Oei Hui Lan, Putri Indonesia yang Berpengaruh dalam Sejarah Tiongkok

By Laurensia Felise, Jumat, 23 Februari 2024 | 17:00 WIB
Oei Hui Lan dikenal sebagai putri dari Oei Tiong Ham, pengusaha sekaligus miliarder asal Semarang, Hindia Belanda. Tak hanya dikenal sebagai ikon mode, dia juga dikenal sebagai sosialita dan istri diplomat yang royal. (Compton Collier)

Dengan gayanya yang khas dan unik, Oei Hui Lan kemudian diingat oleh sejumlah tokoh saat hadir dalam berbagai acara. Dalam beberapa kesempatan, dia juga kadang terlihat mengenakan qipao atau cheongsam untuk acara-acara sosialita.

Bahkan, penggunaan cheongsam di negara-negara barat oleh Oei Hui Lan dianggap memberikan kontribusi kepada dunia mode Tiongkok. Dia mempopulerkan cheongsam sebagai gaun ketat dengan belahan di bagian samping yang bisa dikenakan oleh perempuan dari berbagai kalangan masyarakat.

Pengaruhnya dalam dunia mode memiliki ciri khas pada penggunaan bahan-bahan tekstil dan sutra lokal dari Tiongkok. Bahkan, dia turut mempopulerkan, memodernkan, dan membuat cheongsam menjadi pakaian yang glamor.

Inilah yang membuat Oei Hui Lan tercatat sebanyak tiga kali sebagai perempuan dengan gaya pakaian terbaik pada era 1920an hingga 1940an.

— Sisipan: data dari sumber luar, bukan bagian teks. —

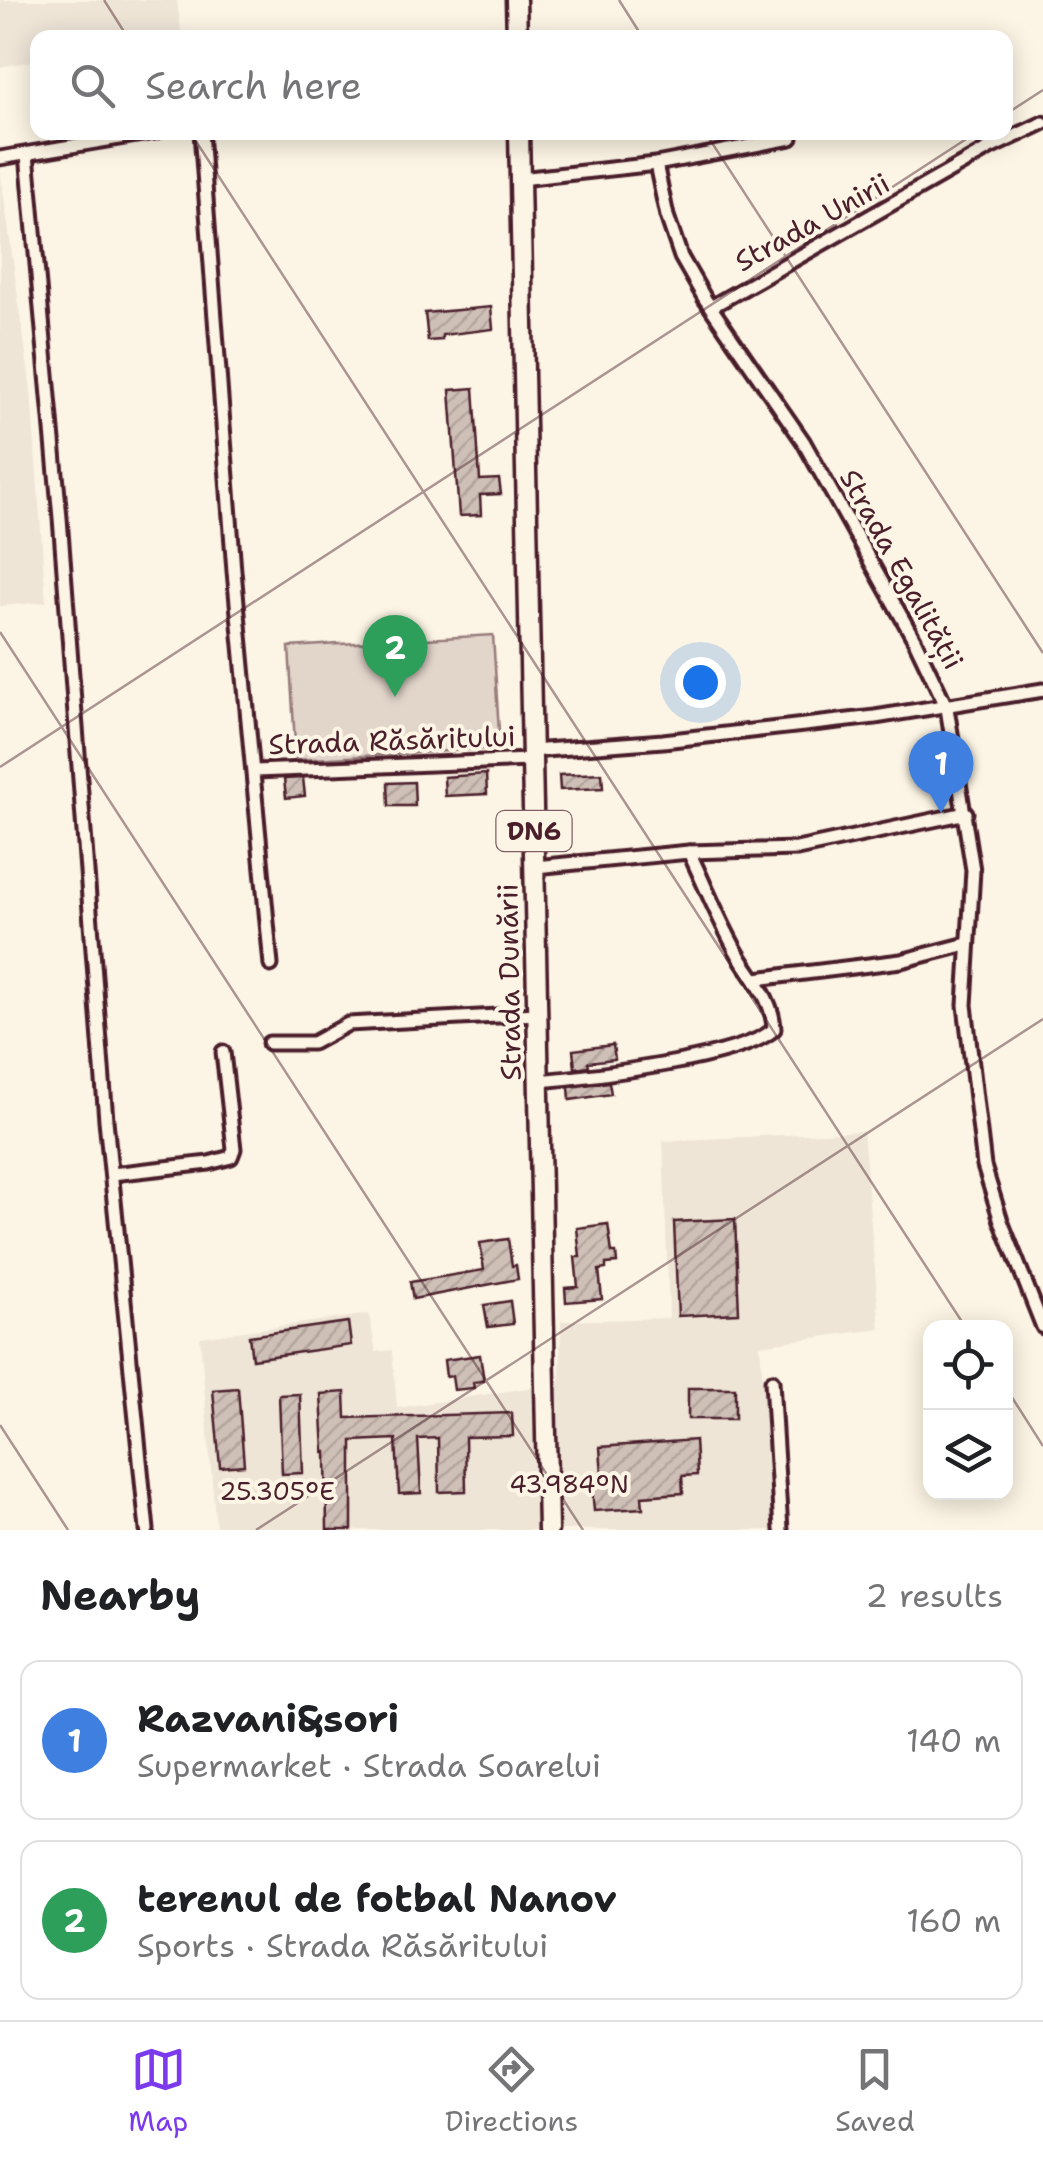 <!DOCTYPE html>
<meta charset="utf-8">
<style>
body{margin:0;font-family:"Shantell Sans",sans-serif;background:#f6f6f6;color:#202124}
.controls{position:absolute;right:30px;bottom:30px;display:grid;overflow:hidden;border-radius:20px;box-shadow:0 5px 25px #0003}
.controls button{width:90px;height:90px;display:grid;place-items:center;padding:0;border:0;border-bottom:2px solid #e0e0e0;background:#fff;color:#202124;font:50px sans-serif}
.you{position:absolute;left:700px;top:682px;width:35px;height:35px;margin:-25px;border:8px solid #fff;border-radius:50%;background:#1a73e8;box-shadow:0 0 0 15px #1a73e833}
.badge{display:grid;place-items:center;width:65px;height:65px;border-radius:50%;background:#7c3aed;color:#fff;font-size:32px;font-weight:700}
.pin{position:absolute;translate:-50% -82px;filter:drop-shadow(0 2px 5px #0008)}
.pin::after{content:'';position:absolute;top:52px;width:35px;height:30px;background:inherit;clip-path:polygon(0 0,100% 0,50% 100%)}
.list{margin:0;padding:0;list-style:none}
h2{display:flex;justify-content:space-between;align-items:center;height:130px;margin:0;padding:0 40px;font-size:42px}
h2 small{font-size:32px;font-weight:400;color:#757577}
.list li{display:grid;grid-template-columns:65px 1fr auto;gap:30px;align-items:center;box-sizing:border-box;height:160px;margin:0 20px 20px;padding:0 20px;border:2px solid #e0e0e0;border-radius:20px}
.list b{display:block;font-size:38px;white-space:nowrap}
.list p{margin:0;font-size:32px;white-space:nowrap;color:#757577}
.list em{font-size:32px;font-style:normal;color:#757577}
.icon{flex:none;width:55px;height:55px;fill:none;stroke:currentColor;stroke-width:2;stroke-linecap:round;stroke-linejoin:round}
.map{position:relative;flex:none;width:1043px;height:1530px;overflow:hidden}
.search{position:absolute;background:#fff;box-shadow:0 5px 25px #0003;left:30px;right:30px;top:30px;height:110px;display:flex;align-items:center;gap:25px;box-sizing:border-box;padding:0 35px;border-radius:20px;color:#757577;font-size:38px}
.sheet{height:490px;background:#fff}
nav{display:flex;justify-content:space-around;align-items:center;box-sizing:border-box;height:140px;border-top:2px solid #e0e0e0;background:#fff;font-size:28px;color:#757577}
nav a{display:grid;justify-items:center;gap:5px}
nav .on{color:#7c3aed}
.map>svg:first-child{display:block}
.built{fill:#eee5d7}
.garden{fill:#e2d5ca;stroke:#967a7a;stroke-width:2.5}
.building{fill:url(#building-hatch);stroke:#4a1f2b;stroke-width:2.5}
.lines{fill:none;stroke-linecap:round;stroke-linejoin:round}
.minor-casing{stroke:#4a1f2b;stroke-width:19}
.primary-casing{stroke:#4a1f2b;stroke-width:25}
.minor{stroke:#fcf5e5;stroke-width:11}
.primary{stroke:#fcf5e5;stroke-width:18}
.ticks{fill:none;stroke:#4a1f2b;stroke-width:2.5;stroke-opacity:0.45}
.labels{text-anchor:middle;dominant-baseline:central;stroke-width:8;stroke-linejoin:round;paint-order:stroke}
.shield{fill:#fcf5e5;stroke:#7f5f63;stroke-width:2.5}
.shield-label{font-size:25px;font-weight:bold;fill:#4a1f2b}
.street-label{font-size:28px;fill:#4a1f2b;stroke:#fcf5e5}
.ticks-label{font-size:25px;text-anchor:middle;fill:#4a1f2b;stroke:#fcf5e5;stroke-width:8;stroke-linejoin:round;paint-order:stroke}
</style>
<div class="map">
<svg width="1043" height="1530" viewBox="0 0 1043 1530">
<defs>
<pattern id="building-hatch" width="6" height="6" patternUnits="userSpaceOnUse" patternTransform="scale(2.5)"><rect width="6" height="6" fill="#cfc0b7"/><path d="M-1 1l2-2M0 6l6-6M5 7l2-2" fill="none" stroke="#b3a59e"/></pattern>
</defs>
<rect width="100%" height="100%" fill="#fcf5e5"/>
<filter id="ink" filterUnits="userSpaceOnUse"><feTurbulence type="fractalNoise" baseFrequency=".01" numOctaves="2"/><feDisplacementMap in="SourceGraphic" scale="20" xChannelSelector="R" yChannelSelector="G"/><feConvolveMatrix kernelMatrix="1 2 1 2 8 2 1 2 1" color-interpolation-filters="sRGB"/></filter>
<g filter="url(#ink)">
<g class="built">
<polygon points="0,0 177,0 181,32 153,38 38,38 37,60 0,67"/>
<polygon points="0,169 31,390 46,602 0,606"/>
<polygon points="863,1131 880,1329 760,1345 775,1530 216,1530 200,1337 369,1314 376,1352 392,1350 397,1408 560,1383 561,1321 669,1318 663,1141"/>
</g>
<polygon class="garden" points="493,635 500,748 296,760 289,647"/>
<g class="building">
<polygon points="491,307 493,329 442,335 442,340 428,341 425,313"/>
<polygon points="474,388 480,480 499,479 501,494 480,495 481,515 459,516 450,390"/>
<polygon points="602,773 603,788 560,790 559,775"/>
<polygon points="486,774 487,794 445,796 444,777"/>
<polygon points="303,778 305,796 286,798 284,779"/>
<polygon points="414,782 415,806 389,806 388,783"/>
<polygon points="613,1045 615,1059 588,1062 589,1066 575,1068 573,1050"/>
<polygon points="609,1082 611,1094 570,1100 569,1087"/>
<polygon points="735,1219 739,1313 678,1316 674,1222"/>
<polygon points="608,1224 612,1253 616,1253 617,1263 606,1264 606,1269 599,1270 602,1299 566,1302 565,1288 578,1287 575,1257 580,1257 577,1228"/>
<polygon points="508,1239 512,1266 516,1265 518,1279 413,1299 410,1282 484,1270 480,1243"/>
<polygon points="510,1301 513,1324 488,1327 484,1305"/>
<polygon points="348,1322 351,1345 252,1359 249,1336"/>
<polygon points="480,1355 484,1381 473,1382 474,1388 454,1390 452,1376 446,1377 444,1360"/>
<polygon points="238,1388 244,1465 220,1467 213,1390"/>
<rect x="688" y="1388" width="47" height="31"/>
<polygon points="345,1392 346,1418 512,1413 513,1436 465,1437 466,1491 439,1492 438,1438 418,1439 421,1493 399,1494 396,1439 352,1441 352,1530 327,1530 326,1452 324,1452 321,1394"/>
<polygon points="300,1394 303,1473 282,1474 279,1395"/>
<polygon points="695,1440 697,1475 682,1476 683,1493 642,1496 643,1508 594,1511 591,1475 602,1475 600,1447"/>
</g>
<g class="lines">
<defs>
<g id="minor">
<polyline points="201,132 234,571 271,965"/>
<polyline points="27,154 60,518 106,1120 147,1530"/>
<polyline points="0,158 155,132"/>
<polyline points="656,164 667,216 681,257 705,299 803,441 915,641 947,708 973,870 965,1005 984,1166 1001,1221 1043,1327"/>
<polyline points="520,179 656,164 791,138"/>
<polyline points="711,307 990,148 1043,123"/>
<polyline points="531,751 663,741 875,717 1043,690"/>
<polyline points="255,771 531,760"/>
<polyline points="689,852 797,849 966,813"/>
<path d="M535,867L689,852C706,887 721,926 741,959C755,981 773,1001 774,1029C743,1059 586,1077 539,1081"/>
<polyline points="756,979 901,961 967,944"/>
<polyline points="269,1043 313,1043 348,1024 537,1014"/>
<polyline points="112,1174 209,1163 231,1157 234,1149 223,1052"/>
<polyline points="772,1381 781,1530"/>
</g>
<g id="primary">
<polyline points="516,0 517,38"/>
<polyline points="519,132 548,1530"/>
</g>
</defs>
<use href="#minor" class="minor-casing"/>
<use href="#primary" class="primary-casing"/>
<use href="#minor" class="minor"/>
<use href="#primary" class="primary"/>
</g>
</g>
<path class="ticks" d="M104,0L128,38M619,0L643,38M1006,114L1043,90M190,132L966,1328M705,132L1043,653M0,632L583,1530M0,767L977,132M1006,1388L1043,1446M0,1425L68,1530M256,1530L1043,1019"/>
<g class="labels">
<rect class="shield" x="496.5" y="811" width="75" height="40" rx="8"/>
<g class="shield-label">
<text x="534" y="831">DN6</text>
</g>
<g class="street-label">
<text transform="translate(812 222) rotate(-29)">Strada Unirii</text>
<text transform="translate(902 569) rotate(61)">Strada Egalității</text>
<text transform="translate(392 740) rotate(-2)">Strada Răsăritului</text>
<text transform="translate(509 982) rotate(-91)">Strada Dunării</text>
</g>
</g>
<g class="ticks-label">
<text x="569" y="1493">43.984°N</text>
<text x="277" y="1500">25.305°E</text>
</g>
</svg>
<div class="controls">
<button><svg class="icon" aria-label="locate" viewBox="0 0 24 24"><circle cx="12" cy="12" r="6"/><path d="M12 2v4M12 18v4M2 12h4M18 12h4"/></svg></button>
<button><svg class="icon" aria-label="layers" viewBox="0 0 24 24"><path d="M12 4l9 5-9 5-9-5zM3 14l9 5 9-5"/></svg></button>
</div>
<div class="you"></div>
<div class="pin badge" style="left:941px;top:813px;background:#3f7fe0">1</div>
<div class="pin badge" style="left:395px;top:697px;background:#2e9e5b">2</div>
<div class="search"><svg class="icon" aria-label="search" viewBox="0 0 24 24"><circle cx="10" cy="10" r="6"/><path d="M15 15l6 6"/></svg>Search here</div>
</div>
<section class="sheet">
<h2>Nearby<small>2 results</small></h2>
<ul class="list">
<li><span class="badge" style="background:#3f7fe0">1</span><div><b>Razvani&amp;sori</b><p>Supermarket · Strada Soarelui</p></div><em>140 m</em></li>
<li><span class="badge" style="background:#2e9e5b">2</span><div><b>terenul de fotbal Nanov</b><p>Sports · Strada Răsăritului</p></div><em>160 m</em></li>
</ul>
</section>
<nav>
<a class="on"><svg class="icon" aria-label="map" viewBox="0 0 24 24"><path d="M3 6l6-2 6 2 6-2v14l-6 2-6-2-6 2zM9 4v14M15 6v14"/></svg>Map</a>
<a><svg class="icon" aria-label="directions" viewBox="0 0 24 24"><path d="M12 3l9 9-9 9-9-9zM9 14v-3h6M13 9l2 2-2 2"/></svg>Directions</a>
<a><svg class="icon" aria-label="saved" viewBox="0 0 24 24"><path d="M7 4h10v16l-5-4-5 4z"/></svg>Saved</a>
</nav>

Majalah Vogue menyebutnya sebagai warga Tiongkok dunia dan sosok yang mendunia dengan kecantikannya.

Pernikahan Kedua Oei Hui Lan dan Awal Karier Politik

Hanya beberapa tahun setelah perceraian Oei Hui Lan dengan Beauchamp Forde Gordon Caulfield-Stoker, dia bertemu Vi Kyuin Wellington Koo atas desakan ibunya. Pertemuan ini dimulai di Paris pada Agustus 1920 dalam sebuah jamuan makan malam.

Hanya berselang beberapa bulan, keduanya kemudian bertunangan dan menikah pada tahun yang sama. Pernikahan ini membuat Oei Hui Lan kemudian dikenal sebagai Madame Wellington Koo.

Pernikahan ini membuat Oei Hui Lan sempat pindah ke Jenewa, Swiss hingga akhirnya mengikuti suaminya ke Beijing, Tiongkok. Alasan kepindahan ini berkaitan dengan peran Wellington Koo sebagai Menteri Luar Negeri dan Menteri Keuangan Republik Tiongkok pada 1923.

Situasi politik Tiongkok pada era 1920an digambarkan cukup mencekam, di mana perebutan kekuasaan terjadi antara kalangan militer dan politikus. Saat inilah, Wellington Koo menjadi Pelaksana Tugas Perdana Menteri selama dua kali, yaitu pada 1924 serta pada 1926-1927.

Menariknya, masa jabatan sang suami yang kedua membuat Oei Hui Lan dikenal sebagai Ibu Negara Republik Tiongkok. Kendati singkat, posisi ini membuatnya sempat populer karena kontribusinya dalam mengembangkan hubungan sosial untuk keperluan diplomatis.

Dalam artikel buatan Xia Shi yang terbit dalam jurnal International Journal of Asian Studies, Oei Hui Lan berkontribusi pada pendanaan Kementerian Luar Negeri Republik Tiongkok yang kala itu mengalami kekurangan dana.

Penyebab dari pendanaan pribadi pada masa pemerintahan Beiyang (1912-1928) terletak pada kehilangan sumber pendapatan khusus. Hal ini juga ditambah dengan fenomena para utusan dari Tiongkok yang belum mampu memenuhi kebutuhan hidupnya.